- _To do_:
The expected output is each line in the data below that includes the string "relative".

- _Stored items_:
☆ ☆ ☆ ☆ ☆ ☆ ☆

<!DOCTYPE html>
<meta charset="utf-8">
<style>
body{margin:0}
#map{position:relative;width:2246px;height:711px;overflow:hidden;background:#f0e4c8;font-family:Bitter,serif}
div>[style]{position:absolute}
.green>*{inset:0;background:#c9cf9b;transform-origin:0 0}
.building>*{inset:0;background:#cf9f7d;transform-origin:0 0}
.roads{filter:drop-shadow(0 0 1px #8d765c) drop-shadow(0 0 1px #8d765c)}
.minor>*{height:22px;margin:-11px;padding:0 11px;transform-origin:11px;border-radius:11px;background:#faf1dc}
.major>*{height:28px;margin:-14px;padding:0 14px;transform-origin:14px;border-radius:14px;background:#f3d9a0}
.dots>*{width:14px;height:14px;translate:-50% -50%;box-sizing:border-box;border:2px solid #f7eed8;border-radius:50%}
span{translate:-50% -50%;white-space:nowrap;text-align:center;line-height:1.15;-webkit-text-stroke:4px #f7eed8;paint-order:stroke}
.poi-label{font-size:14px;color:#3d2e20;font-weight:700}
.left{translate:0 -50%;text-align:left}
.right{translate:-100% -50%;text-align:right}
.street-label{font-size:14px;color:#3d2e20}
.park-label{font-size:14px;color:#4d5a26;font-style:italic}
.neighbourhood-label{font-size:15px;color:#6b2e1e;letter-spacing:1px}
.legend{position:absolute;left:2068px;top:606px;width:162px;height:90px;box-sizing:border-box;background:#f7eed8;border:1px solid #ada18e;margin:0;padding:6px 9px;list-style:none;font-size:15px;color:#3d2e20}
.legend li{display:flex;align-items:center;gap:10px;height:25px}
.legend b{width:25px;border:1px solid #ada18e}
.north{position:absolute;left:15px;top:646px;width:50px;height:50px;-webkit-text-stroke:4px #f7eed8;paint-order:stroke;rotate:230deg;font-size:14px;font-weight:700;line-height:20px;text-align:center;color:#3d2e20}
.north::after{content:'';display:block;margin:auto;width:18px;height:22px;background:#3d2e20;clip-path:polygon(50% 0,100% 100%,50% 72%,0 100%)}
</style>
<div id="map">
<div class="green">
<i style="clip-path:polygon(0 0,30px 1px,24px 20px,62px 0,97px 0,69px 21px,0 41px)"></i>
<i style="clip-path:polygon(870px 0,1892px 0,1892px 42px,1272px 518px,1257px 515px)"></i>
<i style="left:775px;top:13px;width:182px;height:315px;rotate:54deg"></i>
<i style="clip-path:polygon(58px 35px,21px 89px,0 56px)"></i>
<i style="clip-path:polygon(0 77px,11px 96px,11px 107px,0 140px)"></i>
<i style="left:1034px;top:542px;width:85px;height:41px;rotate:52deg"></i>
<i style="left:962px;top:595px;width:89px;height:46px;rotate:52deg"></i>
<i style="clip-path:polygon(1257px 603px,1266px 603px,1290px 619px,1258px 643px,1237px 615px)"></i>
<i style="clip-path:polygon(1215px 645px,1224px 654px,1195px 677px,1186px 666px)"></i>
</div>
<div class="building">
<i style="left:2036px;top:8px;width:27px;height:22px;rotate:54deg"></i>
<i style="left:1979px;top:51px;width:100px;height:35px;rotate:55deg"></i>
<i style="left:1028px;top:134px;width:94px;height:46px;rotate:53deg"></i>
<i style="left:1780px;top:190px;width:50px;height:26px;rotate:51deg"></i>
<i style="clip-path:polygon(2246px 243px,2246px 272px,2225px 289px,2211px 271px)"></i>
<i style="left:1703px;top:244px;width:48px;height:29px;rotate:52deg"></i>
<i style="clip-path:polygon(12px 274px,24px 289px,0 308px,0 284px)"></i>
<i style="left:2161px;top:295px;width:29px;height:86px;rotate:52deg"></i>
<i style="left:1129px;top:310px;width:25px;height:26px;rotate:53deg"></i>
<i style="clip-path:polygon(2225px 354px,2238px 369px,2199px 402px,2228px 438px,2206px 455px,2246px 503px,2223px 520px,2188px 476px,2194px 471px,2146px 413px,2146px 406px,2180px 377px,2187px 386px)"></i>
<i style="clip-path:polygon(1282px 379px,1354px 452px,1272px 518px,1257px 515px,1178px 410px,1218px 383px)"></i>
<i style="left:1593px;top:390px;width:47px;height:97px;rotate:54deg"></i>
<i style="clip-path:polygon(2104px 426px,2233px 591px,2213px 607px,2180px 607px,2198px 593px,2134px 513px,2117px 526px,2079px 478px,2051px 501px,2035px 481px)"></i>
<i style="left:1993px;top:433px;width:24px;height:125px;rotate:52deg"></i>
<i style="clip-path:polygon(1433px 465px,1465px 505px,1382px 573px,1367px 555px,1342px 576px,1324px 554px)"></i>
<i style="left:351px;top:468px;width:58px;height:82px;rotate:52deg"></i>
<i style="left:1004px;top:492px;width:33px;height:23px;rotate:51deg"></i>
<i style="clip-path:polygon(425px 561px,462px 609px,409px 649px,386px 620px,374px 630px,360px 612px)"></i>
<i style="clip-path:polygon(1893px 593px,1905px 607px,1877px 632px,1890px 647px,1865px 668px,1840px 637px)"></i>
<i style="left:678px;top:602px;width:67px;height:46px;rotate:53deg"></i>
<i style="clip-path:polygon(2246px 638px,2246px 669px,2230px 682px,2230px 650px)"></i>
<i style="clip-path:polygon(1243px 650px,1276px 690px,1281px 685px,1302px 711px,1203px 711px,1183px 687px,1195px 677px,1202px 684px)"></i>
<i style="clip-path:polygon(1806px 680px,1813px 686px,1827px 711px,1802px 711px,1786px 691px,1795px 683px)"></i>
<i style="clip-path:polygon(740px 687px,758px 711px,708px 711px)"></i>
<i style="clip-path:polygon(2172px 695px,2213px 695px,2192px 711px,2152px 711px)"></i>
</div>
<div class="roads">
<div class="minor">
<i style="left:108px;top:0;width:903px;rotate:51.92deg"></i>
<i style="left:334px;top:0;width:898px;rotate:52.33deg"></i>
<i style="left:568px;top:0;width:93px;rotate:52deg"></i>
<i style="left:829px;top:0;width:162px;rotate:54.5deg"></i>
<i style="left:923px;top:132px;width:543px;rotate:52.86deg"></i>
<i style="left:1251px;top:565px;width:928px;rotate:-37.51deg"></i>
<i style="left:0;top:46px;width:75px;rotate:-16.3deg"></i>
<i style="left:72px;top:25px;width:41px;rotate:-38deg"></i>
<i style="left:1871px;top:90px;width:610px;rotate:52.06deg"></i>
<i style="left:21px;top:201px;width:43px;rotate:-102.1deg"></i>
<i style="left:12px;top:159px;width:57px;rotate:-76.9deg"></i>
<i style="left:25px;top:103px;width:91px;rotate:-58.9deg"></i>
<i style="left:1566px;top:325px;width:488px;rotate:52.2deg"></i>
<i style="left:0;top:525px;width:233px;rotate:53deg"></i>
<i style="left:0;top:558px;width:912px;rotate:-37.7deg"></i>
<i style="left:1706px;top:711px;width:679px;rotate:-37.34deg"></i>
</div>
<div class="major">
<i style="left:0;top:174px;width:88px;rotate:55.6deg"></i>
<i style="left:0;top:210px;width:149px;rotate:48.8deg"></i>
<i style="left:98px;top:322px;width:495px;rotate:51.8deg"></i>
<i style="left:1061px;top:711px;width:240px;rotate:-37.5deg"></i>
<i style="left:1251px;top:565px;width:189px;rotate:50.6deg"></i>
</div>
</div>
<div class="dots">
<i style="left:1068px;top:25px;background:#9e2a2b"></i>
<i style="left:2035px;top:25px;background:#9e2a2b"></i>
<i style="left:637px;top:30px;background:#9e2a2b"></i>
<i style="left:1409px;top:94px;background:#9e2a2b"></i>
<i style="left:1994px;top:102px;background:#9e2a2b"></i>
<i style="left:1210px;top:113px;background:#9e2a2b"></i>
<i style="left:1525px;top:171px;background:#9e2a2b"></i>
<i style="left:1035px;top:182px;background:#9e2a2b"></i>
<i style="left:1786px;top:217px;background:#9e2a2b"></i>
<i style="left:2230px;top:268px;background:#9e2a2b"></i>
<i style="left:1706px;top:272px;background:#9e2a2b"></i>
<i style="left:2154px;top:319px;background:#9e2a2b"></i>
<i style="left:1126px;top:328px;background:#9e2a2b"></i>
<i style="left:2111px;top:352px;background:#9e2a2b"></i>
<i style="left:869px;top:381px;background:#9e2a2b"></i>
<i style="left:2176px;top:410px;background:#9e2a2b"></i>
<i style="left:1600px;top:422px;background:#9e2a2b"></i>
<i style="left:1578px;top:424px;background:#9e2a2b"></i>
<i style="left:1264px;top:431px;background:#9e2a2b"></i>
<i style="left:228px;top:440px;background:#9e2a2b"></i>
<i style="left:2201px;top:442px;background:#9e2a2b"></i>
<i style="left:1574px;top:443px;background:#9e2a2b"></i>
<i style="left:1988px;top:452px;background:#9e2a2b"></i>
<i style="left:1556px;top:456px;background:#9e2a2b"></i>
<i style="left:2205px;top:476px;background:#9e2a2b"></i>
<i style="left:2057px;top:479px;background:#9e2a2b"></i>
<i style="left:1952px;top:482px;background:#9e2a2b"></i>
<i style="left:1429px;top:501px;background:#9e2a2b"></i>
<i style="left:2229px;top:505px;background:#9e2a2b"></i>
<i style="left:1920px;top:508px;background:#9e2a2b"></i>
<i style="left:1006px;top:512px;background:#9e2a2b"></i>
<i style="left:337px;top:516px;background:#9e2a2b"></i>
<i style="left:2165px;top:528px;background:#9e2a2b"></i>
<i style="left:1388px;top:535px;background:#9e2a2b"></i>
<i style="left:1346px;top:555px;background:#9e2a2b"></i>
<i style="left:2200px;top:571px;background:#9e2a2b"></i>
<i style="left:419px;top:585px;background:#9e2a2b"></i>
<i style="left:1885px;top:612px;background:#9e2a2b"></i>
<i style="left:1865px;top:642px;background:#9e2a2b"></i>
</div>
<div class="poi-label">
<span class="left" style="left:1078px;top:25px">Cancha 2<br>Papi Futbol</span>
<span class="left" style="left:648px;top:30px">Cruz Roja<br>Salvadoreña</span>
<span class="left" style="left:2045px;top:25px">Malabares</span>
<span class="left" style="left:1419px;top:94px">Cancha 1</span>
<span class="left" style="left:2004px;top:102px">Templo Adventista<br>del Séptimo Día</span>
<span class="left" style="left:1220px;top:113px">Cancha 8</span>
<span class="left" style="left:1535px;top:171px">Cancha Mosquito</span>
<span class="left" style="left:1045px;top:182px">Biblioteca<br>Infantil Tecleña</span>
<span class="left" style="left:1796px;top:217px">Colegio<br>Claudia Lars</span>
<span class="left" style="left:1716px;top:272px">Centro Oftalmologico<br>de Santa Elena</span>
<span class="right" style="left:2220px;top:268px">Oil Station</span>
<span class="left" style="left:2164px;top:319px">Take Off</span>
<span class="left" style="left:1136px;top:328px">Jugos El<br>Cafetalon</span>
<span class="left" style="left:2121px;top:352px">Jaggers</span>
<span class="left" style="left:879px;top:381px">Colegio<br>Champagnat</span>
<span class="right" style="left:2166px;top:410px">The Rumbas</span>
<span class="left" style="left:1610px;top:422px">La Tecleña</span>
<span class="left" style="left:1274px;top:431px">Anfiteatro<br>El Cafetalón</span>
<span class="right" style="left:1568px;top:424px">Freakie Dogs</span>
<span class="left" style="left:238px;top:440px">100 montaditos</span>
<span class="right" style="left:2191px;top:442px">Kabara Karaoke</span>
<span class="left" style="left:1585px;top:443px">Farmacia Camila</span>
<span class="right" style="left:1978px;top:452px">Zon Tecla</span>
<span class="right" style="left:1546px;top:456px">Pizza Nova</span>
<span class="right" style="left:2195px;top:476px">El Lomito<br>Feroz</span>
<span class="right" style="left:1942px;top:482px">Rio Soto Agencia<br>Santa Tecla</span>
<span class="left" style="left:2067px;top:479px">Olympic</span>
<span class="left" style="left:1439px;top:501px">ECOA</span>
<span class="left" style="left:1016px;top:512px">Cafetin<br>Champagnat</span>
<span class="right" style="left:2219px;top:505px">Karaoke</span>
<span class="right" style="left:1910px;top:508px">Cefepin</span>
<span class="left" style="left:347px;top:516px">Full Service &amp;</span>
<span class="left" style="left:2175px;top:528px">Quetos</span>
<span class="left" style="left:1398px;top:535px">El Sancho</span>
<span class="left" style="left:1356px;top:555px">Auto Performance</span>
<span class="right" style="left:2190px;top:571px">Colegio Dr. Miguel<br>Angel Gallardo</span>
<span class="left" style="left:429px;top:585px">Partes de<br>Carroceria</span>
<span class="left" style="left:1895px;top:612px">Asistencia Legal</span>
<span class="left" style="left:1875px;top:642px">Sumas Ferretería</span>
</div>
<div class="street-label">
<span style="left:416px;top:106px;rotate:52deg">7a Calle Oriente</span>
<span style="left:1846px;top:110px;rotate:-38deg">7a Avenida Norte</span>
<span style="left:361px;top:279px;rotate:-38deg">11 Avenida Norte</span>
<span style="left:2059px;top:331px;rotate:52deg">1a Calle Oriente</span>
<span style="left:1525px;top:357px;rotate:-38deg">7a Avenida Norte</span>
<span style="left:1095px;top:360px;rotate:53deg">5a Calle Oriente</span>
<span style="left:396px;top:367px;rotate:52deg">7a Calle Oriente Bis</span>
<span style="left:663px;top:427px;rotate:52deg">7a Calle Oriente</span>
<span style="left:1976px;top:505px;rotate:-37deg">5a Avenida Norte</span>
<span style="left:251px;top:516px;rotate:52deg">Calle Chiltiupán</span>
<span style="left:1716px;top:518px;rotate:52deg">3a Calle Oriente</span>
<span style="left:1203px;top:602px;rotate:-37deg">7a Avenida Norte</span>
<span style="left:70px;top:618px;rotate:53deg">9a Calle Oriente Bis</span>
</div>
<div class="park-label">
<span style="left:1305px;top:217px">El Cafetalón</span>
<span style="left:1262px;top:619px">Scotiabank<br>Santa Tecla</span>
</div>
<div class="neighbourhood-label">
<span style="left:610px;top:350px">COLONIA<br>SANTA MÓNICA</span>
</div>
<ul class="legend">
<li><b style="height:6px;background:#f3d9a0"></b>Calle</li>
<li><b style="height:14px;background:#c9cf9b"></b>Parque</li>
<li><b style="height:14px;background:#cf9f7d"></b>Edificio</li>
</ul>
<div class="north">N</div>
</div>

☆ ☆ ☆ ☆ ☆ ☆ ☆

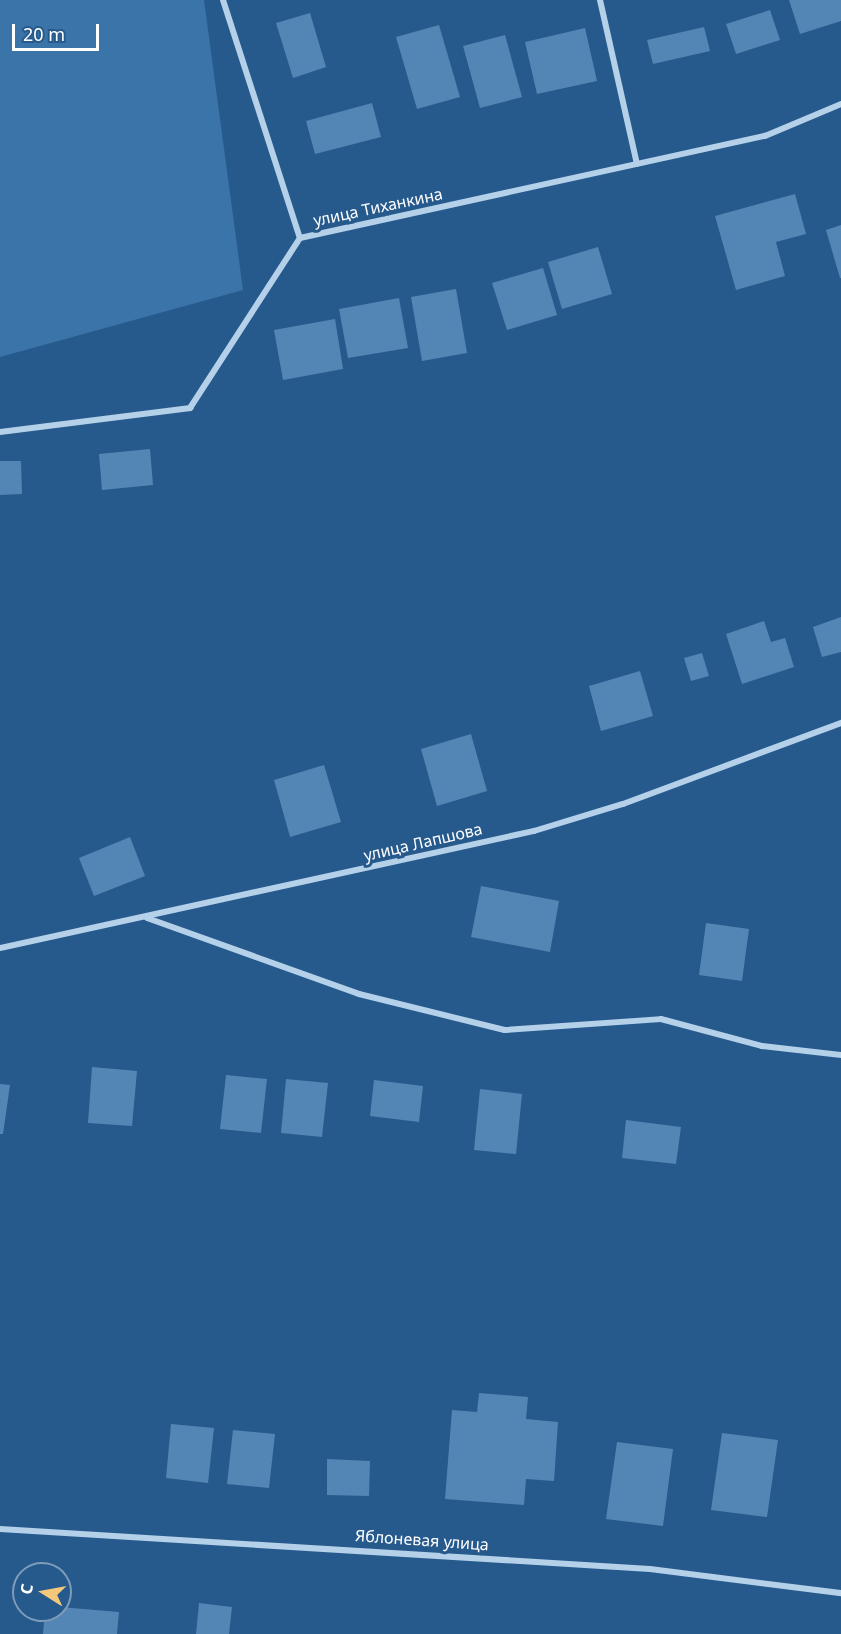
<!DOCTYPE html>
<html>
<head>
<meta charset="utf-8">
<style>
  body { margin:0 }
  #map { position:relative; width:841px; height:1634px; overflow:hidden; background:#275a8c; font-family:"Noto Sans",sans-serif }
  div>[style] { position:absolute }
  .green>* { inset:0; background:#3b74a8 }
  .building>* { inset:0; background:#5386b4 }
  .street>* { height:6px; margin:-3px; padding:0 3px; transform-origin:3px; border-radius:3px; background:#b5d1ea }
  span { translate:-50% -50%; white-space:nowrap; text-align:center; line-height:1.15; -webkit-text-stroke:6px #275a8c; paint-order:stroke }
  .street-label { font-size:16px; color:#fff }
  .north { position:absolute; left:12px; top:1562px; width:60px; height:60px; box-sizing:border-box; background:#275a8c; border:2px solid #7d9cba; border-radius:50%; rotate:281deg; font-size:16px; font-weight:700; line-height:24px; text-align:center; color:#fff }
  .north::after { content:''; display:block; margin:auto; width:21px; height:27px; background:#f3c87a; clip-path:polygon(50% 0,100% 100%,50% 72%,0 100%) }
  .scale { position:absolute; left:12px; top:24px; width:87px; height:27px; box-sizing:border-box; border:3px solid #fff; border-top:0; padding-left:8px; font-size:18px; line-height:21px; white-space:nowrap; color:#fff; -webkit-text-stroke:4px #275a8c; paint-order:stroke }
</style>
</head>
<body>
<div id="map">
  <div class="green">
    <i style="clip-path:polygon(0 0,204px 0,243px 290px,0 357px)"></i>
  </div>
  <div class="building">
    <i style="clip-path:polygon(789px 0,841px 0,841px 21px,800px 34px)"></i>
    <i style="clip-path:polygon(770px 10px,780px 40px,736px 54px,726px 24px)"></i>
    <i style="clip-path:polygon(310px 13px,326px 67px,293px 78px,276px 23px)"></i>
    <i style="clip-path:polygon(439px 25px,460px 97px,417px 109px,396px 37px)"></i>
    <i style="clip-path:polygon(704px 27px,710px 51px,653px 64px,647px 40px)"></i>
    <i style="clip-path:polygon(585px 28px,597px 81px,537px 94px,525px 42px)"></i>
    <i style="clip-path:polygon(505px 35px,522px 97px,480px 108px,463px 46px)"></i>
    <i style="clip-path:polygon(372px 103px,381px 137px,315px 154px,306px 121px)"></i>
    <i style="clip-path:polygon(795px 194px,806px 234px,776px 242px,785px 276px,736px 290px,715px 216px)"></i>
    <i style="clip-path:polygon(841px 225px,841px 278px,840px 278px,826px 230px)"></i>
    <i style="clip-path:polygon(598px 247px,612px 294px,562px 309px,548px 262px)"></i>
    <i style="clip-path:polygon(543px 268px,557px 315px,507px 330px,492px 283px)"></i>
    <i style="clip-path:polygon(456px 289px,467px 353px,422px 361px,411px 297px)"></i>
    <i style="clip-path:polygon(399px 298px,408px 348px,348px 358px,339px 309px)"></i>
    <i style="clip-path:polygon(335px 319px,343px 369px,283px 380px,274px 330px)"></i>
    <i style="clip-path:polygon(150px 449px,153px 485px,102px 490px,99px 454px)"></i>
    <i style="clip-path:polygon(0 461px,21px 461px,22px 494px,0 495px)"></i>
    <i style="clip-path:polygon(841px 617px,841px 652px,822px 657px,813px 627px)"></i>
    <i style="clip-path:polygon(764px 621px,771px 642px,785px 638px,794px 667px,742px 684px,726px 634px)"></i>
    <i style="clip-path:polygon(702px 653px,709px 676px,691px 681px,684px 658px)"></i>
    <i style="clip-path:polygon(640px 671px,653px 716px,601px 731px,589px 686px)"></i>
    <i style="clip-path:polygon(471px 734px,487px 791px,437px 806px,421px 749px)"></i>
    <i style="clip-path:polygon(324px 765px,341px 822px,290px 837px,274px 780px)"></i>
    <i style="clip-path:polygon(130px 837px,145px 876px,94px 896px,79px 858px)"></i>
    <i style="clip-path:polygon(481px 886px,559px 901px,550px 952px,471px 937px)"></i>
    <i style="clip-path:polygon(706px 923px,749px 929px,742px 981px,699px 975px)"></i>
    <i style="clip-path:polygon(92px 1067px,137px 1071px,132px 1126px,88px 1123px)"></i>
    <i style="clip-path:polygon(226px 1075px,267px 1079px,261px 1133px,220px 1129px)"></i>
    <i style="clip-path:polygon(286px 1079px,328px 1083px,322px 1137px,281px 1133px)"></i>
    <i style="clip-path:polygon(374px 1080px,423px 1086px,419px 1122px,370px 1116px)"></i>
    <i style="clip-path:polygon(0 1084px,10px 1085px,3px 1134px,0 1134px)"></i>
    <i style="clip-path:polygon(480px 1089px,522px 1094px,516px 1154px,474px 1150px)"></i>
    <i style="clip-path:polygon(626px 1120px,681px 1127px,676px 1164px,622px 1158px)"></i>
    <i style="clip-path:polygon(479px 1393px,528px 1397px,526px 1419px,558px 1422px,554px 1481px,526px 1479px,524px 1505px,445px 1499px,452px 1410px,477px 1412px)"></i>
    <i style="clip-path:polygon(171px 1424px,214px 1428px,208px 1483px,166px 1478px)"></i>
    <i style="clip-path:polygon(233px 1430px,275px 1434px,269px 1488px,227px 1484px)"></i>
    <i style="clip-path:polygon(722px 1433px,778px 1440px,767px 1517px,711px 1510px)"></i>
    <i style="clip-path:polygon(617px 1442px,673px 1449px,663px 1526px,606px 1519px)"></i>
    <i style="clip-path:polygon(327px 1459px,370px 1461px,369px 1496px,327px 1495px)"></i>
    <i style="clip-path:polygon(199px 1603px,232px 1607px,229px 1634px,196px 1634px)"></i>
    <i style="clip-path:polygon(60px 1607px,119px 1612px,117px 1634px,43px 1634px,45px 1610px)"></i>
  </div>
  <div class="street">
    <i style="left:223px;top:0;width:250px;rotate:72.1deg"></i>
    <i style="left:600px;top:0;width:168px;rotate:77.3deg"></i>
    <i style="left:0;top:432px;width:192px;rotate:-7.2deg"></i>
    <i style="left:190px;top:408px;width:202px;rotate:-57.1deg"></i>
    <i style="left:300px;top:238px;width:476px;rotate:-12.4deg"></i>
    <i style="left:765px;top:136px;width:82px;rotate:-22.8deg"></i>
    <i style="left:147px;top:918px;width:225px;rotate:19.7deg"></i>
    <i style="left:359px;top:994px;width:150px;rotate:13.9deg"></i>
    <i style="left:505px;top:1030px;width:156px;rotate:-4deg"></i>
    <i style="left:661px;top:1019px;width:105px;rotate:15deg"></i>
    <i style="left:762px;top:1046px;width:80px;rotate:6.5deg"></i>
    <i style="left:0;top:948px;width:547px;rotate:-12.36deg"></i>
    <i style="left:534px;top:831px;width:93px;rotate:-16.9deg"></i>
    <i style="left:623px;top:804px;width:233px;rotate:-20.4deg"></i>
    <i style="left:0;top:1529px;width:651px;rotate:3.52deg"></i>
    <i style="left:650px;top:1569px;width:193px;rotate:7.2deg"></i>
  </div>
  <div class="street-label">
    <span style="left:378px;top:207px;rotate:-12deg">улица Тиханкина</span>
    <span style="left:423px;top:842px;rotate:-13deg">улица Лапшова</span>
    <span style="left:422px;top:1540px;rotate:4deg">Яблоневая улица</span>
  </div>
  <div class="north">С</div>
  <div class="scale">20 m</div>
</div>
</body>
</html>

☆ ☆ ☆ ☆ ☆ ☆ ☆

- _Result for this exercise_:
#map{position:relative;width:2246px;height:711px;overflow:hidden;background:#f0e4c8;font-family:Bitter,serif}
  #map { position:relative; width:841px; height:1634px; overflow:hidden; background:#275a8c; font-family:"Noto Sans",sans-serif }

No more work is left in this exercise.